### [Prompt]
The following data has a line with "M126,811L152,849L137,859L112,821Z" and a line with "M228,557L295,510". Write out exactly those lines and all the lines between them.

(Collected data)
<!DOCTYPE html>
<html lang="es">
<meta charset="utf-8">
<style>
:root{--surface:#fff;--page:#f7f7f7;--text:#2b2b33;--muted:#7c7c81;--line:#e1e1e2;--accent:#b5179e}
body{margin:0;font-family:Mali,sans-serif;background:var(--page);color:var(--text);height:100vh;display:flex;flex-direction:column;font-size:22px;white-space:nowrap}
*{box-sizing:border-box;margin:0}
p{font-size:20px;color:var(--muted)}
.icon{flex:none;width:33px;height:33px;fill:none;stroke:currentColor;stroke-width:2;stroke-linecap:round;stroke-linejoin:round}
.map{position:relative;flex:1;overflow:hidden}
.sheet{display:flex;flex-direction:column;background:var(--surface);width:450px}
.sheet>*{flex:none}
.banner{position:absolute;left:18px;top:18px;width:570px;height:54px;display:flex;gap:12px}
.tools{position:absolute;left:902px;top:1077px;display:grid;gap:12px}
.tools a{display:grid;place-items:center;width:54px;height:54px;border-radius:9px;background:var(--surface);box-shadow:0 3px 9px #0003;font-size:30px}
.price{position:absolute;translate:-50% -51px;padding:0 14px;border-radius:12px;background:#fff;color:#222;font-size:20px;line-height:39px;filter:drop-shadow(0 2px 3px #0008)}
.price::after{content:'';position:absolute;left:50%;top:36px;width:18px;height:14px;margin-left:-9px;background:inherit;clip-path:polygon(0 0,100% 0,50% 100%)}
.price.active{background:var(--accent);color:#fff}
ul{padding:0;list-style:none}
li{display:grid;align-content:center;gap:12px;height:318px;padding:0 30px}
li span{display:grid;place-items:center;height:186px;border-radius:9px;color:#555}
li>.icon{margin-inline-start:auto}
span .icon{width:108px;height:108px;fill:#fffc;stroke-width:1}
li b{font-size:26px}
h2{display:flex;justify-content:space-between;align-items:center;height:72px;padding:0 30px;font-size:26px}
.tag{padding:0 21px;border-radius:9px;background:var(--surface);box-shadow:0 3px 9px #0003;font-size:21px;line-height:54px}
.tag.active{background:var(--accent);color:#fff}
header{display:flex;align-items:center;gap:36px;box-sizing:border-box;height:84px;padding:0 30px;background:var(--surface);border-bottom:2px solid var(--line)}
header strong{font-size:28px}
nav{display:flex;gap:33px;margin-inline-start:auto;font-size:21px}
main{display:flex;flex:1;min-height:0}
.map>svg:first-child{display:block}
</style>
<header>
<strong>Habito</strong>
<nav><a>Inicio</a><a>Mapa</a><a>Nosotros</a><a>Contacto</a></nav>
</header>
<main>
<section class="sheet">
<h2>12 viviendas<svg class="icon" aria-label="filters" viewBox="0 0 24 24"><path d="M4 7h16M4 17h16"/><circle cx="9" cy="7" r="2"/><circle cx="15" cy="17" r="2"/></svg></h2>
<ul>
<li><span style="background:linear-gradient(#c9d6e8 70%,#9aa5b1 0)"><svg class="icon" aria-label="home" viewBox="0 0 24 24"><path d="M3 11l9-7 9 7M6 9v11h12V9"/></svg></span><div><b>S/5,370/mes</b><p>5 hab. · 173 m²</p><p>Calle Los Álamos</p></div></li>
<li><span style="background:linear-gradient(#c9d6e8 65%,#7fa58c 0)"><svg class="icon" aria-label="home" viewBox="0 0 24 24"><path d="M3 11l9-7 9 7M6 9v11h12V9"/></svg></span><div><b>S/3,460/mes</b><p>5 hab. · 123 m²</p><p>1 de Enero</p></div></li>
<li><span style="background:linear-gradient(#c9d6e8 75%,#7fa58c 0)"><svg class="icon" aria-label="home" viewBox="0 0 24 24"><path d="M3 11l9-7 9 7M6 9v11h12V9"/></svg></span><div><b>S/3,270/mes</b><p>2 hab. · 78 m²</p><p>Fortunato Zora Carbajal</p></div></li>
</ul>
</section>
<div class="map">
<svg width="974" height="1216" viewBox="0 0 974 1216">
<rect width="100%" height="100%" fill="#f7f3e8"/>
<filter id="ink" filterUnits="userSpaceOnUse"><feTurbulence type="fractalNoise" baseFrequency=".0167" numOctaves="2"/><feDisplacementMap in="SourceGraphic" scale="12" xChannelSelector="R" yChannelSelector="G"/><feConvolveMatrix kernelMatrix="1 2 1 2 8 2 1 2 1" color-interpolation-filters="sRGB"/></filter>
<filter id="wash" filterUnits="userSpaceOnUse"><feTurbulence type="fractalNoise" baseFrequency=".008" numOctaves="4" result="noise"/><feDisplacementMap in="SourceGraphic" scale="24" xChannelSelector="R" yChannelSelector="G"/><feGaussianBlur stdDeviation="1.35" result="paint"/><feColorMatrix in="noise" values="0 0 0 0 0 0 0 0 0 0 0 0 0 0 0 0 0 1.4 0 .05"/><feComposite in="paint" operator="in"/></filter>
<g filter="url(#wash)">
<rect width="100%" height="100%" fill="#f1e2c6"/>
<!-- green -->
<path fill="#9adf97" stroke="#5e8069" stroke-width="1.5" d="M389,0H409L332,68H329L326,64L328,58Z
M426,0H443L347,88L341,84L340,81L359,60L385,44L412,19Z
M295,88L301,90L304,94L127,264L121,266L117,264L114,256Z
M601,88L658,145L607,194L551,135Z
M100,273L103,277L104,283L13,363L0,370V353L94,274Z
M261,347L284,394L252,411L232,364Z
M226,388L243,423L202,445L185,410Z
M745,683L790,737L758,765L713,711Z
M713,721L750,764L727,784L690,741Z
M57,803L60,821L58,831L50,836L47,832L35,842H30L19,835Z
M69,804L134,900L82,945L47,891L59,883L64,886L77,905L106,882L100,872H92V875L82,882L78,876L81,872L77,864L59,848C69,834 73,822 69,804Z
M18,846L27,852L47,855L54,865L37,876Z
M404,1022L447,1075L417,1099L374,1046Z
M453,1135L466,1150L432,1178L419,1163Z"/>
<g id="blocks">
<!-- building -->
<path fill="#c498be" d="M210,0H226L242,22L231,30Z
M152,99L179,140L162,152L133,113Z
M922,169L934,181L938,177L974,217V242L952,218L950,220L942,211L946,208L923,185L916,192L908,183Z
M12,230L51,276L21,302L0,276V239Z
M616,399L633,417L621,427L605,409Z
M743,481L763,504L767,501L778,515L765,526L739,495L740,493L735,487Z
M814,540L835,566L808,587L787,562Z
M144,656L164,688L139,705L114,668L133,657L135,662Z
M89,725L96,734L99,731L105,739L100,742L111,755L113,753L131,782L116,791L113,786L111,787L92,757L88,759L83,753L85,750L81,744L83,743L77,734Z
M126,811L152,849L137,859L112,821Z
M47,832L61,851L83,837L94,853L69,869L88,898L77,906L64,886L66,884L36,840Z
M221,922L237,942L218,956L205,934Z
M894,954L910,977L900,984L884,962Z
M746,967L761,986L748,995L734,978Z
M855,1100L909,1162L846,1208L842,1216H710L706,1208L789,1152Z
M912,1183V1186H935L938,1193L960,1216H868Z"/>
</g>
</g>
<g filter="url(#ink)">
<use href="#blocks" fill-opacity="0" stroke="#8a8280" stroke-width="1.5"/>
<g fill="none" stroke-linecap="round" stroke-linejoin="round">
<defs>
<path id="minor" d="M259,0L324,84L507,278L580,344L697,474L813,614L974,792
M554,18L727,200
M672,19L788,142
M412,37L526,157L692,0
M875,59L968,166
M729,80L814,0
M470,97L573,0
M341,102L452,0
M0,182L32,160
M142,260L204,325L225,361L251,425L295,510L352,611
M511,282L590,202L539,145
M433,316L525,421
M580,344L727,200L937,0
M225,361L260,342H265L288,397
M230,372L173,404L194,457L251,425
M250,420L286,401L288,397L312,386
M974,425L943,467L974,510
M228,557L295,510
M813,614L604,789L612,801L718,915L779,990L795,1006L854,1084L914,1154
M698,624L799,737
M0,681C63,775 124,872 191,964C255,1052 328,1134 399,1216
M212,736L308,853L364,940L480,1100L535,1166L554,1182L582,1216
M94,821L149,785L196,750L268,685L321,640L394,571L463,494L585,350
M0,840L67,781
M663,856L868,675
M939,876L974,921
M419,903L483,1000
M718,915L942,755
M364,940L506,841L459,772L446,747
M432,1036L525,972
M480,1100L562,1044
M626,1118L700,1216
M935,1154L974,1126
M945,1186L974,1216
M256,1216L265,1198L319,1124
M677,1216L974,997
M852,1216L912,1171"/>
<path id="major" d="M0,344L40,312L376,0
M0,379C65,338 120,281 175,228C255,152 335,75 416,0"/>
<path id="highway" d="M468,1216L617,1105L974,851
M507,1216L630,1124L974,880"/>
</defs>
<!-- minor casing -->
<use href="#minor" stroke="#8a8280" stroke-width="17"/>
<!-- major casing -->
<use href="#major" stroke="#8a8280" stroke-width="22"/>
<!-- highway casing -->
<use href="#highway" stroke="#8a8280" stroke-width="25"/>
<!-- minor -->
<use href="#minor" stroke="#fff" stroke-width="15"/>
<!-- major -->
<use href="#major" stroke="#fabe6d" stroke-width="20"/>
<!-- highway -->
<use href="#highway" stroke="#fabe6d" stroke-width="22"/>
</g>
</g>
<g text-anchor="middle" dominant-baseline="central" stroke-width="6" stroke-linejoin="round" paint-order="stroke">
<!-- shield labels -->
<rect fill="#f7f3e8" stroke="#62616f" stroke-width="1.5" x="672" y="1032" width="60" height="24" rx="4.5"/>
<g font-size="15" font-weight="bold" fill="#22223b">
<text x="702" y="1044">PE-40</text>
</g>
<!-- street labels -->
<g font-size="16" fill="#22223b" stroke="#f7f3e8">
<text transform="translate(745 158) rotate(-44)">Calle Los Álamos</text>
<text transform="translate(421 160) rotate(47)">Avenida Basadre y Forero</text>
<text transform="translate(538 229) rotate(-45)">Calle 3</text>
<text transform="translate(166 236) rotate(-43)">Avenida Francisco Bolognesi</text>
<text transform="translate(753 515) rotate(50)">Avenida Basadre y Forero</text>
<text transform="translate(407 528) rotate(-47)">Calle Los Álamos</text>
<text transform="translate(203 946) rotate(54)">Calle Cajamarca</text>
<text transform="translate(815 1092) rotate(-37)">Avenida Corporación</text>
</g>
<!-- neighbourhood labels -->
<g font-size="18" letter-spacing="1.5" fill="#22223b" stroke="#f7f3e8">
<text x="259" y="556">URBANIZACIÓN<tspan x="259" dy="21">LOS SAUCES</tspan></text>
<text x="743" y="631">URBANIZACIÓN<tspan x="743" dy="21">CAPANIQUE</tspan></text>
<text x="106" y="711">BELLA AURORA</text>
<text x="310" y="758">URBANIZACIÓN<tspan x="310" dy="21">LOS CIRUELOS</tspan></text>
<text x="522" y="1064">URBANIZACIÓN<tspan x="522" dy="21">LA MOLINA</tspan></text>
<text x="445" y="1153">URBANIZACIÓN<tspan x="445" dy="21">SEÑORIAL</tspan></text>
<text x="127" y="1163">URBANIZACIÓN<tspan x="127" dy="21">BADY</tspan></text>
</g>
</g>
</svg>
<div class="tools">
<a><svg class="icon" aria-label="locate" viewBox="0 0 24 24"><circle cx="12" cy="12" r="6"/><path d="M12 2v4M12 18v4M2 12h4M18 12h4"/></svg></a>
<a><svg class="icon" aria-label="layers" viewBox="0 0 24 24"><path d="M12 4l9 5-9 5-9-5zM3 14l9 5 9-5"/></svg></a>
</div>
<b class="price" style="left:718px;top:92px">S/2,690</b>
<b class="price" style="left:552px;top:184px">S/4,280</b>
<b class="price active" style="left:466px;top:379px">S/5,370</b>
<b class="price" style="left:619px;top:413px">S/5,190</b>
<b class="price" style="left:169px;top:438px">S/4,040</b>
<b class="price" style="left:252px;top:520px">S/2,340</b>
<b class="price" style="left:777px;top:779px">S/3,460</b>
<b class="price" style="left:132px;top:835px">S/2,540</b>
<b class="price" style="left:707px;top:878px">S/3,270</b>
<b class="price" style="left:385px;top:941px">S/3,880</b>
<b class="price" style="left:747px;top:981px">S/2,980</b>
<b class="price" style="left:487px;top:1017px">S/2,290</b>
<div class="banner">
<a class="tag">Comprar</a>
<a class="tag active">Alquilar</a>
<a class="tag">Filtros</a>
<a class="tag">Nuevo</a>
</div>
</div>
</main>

### [Solution for this exercise]
M126,811L152,849L137,859L112,821Z
M47,832L61,851L83,837L94,853L69,869L88,898L77,906L64,886L66,884L36,840Z
M221,922L237,942L218,956L205,934Z
M894,954L910,977L900,984L884,962Z
M746,967L761,986L748,995L734,978Z
M855,1100L909,1162L846,1208L842,1216H710L706,1208L789,1152Z
M912,1183V1186H935L938,1193L960,1216H868Z"/>
</g>
</g>
<g filter="url(#ink)">
<use href="#blocks" fill-opacity="0" stroke="#8a8280" stroke-width="1.5"/>
<g fill="none" stroke-linecap="round" stroke-linejoin="round">
<defs>
<path id="minor" d="M259,0L324,84L507,278L580,344L697,474L813,614L974,792
M554,18L727,200
M672,19L788,142
M412,37L526,157L692,0
M875,59L968,166
M729,80L814,0
M470,97L573,0
M341,102L452,0
M0,182L32,160
M142,260L204,325L225,361L251,425L295,510L352,611
M511,282L590,202L539,145
M433,316L525,421
M580,344L727,200L937,0
M225,361L260,342H265L288,397
M230,372L173,404L194,457L251,425
M250,420L286,401L288,397L312,386
M974,425L943,467L974,510
M228,557L295,510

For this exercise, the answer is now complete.